Brewed and sour-mashed a Berliner Weiss and a Gose back to back weekends a month or so back. Both beers turned out just how I wanted them flavor/acidity wise but so very cloudy I was distressed (I've entered them in a local competition next weekend). I've never filtered but I borrowed a plate filter from a member of my local club and tried the coarse pads. No difference. Well crap. Tried the "polish" pads next night. No difference. Still looks like milk. Double crap.
Reviewing my process, I realized my mistake. When I added the handful of grain to inoculate the mash w/ lacto after cooling it to 120F, I milled it first. Stupid- the lacto live on the husk, so all milling it did was add a bunch of starch to the mash after the enzymes had mostly been denatured. So my working theory is now starch haze.

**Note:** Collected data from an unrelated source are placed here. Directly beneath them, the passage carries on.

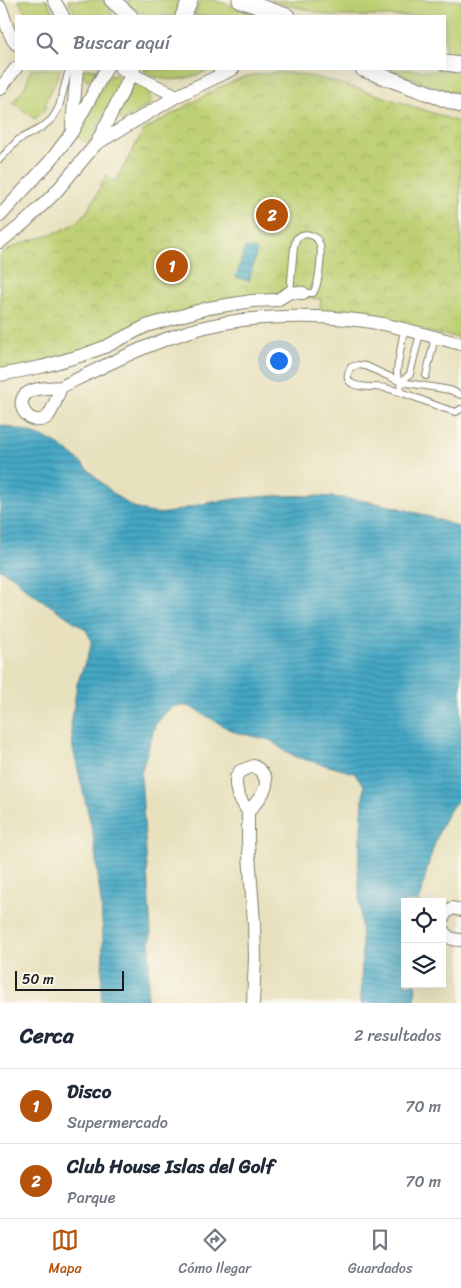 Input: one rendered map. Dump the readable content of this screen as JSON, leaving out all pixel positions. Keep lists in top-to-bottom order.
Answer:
{
  "scale_bar": "50 m",
  "page": {
    "search": "Buscar aquí",
    "pins": ["2", "1"],
    "scale": "50 m",
    "heading": ["Cerca", "2 resultados"],
    "list": [
      {
        "mark": "1",
        "name": "Disco",
        "note": "Supermercado",
        "value": "70 m"
      },
      {
        "mark": "2",
        "name": "Club House Islas del Golf",
        "note": "Parque",
        "value": "70 m"
      }
    ],
    "nav": ["Mapa", "Cómo llegar", "Guardados"]
  }
}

LHBS has amylase powder so I stop and picked some up yesterday morning. Let the beer warm up to room temp and added 1 tsp of amylase powder per keg. I also added some to a sample pint and sat it next to a control pint so I can monitor its progress. This morning the enzyme-dosed pint is noticeably clearer. So I'm hopeful the beer will clear up enough to be presentable in 3 or 4 days. I'll let you know.
Lessons learned:
1. Filtering is dead easy as long as you have a couple of extra kegs. I will be keeping this in my arsenal in case I need it again.
2. You can't filter out a starch haze.
3. When inoculating a sour mash with malt, don't mill it.